Thoracic Prayers
Thoracic Prayers
Elbows on a bench with hips back to open the lats and midback, often used to prep for overhead work or relieve tightness from desk and phone time.
Muscles Targeted
Lats, thoracic spine extension capacity, upper back tissue tolerance, scapular upward rotation support.
Key Benefits
- Improves thoracic extension and overhead comfort
- Good “reset” after desk work and forward posture
- Easy to scale by elbow width and hip position
- Pairs well before pressing, pulling, and throwing
Equipment Needed
Bench/bed/couch (or any stable surface). Optional: foam roller/block to hold between hands.
How to Perform Thoracic Prayers
- Place elbows on a bench with hands together (or holding a roller).
- Shift hips back while keeping ribs stacked.

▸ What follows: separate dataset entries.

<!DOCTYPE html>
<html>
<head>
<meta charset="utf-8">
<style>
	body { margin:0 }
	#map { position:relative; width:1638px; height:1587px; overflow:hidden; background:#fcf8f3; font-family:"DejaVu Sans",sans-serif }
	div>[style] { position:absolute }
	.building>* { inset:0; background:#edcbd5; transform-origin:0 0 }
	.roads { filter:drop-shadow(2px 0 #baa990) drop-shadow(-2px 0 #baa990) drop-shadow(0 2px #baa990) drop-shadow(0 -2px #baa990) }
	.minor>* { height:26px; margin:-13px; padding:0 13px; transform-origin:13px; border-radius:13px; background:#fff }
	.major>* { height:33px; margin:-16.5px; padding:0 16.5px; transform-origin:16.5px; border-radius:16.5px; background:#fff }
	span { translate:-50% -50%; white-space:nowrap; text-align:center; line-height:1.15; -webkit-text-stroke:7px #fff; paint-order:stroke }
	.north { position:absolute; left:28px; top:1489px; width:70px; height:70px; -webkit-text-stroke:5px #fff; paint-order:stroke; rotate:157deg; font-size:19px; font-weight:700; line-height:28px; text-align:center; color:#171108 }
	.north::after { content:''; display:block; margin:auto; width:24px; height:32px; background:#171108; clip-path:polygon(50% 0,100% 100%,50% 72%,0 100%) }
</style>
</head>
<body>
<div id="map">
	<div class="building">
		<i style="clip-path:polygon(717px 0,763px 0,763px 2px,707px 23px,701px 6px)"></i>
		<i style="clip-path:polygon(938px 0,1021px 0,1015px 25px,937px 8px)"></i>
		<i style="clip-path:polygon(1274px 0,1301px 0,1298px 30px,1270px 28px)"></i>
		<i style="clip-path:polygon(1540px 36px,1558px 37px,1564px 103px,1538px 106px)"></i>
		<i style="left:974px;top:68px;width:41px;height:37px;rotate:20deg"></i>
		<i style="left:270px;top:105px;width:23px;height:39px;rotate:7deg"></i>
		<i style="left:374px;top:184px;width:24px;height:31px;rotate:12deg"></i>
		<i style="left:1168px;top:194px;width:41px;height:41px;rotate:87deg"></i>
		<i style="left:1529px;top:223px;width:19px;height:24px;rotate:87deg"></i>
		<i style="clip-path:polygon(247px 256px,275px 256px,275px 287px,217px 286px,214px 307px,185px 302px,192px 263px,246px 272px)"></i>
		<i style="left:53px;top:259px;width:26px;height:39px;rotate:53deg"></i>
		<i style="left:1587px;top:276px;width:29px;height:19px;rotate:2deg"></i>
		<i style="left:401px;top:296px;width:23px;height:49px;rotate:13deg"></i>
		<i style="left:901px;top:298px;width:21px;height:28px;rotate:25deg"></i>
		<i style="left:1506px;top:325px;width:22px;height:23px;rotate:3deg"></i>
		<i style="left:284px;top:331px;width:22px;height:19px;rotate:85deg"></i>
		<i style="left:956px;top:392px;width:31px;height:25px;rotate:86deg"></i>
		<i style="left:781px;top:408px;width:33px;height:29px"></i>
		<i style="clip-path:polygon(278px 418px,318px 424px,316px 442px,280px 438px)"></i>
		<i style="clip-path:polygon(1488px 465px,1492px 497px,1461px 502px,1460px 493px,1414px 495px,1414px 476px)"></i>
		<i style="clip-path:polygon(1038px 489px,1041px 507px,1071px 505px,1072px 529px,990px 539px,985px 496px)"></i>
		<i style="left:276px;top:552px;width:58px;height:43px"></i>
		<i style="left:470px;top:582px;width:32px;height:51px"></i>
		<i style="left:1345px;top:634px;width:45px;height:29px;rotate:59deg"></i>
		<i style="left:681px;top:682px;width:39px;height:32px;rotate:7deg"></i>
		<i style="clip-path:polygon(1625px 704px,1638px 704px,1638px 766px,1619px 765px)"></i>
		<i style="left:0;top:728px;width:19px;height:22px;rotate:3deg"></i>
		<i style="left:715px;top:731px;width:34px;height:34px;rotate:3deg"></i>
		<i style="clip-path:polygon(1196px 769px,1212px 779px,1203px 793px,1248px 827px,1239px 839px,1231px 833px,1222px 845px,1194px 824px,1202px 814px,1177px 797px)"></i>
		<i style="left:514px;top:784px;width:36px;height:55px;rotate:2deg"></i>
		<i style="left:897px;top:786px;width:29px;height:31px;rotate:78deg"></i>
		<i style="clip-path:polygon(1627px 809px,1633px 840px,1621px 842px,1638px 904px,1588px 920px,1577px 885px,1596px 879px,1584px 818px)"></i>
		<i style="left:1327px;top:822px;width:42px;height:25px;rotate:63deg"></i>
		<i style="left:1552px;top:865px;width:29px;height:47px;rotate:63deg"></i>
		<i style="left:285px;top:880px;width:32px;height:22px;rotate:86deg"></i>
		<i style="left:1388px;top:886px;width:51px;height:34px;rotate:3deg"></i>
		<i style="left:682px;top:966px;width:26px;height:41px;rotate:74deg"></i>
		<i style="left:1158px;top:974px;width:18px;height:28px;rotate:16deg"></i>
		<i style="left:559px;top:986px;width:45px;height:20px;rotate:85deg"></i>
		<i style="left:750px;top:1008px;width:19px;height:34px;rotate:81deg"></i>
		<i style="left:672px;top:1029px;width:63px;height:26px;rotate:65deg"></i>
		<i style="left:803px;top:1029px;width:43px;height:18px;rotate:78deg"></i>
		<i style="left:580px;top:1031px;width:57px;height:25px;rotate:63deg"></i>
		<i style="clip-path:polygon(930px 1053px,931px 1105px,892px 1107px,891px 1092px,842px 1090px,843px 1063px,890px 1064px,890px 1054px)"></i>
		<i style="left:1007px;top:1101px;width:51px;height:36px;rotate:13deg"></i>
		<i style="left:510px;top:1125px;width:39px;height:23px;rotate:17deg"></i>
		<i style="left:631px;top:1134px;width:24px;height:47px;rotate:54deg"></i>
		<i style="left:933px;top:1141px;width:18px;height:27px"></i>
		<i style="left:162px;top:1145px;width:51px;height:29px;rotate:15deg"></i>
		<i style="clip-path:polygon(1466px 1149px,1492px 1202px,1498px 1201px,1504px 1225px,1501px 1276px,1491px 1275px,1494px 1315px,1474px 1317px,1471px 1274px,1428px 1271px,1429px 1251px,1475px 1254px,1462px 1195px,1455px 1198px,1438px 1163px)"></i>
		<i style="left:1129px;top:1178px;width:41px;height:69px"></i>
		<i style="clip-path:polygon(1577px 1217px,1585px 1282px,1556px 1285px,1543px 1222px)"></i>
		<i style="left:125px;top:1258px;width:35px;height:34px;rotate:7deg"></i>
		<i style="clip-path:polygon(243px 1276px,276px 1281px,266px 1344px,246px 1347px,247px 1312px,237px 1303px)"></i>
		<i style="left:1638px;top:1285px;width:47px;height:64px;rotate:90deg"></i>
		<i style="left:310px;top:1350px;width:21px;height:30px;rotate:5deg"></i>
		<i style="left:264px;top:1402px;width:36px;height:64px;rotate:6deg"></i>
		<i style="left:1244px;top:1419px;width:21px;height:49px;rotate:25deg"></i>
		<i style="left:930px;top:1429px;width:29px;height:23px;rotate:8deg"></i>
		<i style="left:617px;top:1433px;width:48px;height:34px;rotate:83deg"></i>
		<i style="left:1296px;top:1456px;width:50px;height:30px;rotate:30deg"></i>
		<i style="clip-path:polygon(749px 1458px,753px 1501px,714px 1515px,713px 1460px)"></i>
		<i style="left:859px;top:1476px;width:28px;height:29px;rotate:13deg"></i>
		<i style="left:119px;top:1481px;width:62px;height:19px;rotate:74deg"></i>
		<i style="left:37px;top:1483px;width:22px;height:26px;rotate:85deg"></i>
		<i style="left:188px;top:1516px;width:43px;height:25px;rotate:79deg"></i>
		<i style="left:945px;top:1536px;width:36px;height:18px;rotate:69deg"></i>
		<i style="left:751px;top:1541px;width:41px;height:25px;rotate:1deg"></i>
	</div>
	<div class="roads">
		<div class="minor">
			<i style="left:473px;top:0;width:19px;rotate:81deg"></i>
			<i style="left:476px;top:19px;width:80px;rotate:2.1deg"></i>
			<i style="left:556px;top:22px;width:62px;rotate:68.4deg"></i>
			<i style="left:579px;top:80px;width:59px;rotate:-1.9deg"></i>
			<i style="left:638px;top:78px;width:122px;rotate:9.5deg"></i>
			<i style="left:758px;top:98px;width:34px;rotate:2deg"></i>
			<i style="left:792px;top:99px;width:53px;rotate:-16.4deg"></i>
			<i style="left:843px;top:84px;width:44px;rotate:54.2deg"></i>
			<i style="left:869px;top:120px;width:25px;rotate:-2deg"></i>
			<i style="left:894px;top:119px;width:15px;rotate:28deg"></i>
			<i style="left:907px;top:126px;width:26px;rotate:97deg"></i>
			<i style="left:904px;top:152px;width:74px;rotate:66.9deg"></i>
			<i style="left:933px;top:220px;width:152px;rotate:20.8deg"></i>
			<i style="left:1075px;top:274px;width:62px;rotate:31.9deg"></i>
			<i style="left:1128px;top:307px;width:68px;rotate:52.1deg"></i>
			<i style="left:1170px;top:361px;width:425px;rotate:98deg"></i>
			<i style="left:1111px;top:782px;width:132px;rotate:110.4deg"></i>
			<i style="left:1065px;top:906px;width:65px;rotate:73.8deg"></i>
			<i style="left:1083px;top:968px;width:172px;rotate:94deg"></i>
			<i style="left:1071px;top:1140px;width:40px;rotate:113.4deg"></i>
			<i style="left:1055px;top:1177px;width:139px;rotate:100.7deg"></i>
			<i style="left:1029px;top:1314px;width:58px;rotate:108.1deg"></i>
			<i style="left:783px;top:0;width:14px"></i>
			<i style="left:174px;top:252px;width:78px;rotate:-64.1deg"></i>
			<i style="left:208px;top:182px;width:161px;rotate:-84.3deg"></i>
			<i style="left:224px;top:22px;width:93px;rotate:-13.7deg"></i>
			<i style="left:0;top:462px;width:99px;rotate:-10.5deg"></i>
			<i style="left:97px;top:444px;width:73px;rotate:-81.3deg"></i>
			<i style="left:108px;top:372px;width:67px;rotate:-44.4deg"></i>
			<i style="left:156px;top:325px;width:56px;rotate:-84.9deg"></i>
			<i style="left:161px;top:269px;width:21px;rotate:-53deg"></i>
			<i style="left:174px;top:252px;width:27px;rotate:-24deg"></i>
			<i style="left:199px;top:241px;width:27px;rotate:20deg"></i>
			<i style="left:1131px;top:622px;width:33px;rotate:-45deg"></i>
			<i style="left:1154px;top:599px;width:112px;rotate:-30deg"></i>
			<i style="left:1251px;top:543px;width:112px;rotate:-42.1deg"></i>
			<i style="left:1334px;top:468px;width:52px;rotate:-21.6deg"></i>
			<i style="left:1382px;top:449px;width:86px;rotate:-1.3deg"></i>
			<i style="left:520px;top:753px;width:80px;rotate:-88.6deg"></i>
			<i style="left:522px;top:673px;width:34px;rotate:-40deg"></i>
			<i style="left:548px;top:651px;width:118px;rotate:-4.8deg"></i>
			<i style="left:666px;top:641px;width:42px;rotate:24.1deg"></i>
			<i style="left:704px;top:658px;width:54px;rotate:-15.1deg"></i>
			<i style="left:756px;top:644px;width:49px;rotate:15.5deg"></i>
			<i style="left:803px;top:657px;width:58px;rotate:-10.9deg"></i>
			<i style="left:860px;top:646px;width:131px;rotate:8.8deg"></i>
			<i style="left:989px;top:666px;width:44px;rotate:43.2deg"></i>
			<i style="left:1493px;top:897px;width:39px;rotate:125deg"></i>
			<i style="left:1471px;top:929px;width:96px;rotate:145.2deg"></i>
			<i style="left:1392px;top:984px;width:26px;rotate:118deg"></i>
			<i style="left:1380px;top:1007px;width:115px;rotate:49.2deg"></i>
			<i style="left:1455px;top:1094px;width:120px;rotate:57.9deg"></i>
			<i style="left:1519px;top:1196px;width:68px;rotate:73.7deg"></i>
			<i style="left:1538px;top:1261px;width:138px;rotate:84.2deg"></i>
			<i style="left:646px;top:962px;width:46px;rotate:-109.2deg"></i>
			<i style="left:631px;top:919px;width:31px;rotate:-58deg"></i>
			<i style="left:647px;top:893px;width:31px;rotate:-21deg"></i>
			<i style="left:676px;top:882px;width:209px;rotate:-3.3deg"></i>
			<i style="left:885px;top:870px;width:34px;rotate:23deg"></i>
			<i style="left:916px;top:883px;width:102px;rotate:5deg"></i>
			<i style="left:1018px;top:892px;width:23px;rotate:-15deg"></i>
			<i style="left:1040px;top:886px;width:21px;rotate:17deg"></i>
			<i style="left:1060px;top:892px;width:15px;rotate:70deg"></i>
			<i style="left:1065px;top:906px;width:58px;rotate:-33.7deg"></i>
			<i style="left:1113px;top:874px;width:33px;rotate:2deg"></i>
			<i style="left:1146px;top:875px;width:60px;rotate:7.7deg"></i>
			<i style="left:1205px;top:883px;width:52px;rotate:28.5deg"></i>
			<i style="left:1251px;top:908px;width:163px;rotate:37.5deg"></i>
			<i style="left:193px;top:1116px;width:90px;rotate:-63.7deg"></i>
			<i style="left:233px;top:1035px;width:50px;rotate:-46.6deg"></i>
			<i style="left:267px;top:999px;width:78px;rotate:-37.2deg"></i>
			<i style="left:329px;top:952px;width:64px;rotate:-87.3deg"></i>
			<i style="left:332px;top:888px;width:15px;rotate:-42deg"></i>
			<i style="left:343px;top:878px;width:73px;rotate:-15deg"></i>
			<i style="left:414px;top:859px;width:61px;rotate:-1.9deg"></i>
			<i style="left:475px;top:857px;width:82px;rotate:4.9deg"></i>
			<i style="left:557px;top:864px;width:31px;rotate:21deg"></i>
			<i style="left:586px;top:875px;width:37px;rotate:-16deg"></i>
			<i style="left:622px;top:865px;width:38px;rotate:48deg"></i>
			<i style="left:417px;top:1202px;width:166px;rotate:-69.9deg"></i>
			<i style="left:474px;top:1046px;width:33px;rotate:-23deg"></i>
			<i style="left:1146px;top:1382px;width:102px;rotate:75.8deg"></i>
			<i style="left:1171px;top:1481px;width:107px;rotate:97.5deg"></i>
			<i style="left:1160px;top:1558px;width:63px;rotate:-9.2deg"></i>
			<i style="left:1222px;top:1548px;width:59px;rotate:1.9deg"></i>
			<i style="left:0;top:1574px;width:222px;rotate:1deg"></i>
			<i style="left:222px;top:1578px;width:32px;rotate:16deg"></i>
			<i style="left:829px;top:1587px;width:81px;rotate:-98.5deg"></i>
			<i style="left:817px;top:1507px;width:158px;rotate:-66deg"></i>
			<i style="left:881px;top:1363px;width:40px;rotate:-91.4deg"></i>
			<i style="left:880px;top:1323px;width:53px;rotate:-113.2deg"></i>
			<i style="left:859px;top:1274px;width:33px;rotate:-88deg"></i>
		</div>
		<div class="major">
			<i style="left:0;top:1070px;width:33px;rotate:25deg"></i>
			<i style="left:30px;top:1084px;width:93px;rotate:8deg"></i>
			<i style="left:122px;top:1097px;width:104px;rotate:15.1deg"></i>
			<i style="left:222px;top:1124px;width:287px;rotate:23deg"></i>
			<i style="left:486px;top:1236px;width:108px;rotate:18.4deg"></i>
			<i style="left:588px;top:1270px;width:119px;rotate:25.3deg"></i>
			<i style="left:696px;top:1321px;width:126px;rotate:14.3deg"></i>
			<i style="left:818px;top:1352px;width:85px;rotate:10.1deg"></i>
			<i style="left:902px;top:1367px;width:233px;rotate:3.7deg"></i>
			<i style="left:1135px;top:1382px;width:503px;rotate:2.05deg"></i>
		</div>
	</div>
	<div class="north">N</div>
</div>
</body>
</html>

- Let the chest drop gently as you breathe.
- Narrow elbows = more midback emphasis for many people.
- Hold or perform slow pulses.
Programming Options
- 2–4 holds of 20–45 seconds
- Or 8–12 slow pulses with a 2-second pause
- Use as part of your overhead warm-up
Why This Variation Works
Surface support lets you relax into thoracic extension while also addressing lat tightness that can limit overhead motion.
When to Use It
Before overhead lifting, after long sitting, or when shoulders feel restricted because the midback is stiff.
Related Thoracic Mobility Exercises
Explore the Thoracic Mobility category for standing extension and open book rotation.
Frequently Asked Questions
Where should I feel the stretch?
Often in the lats/upper back and through the midback. Back off if you feel pinching.
What if my shoulders feel cranky?
Raise the surface height, widen elbows, and reduce range. Keep it gentle.
Hold vs reps?
Both work—holds are great for a reset, reps work well as a warm-up.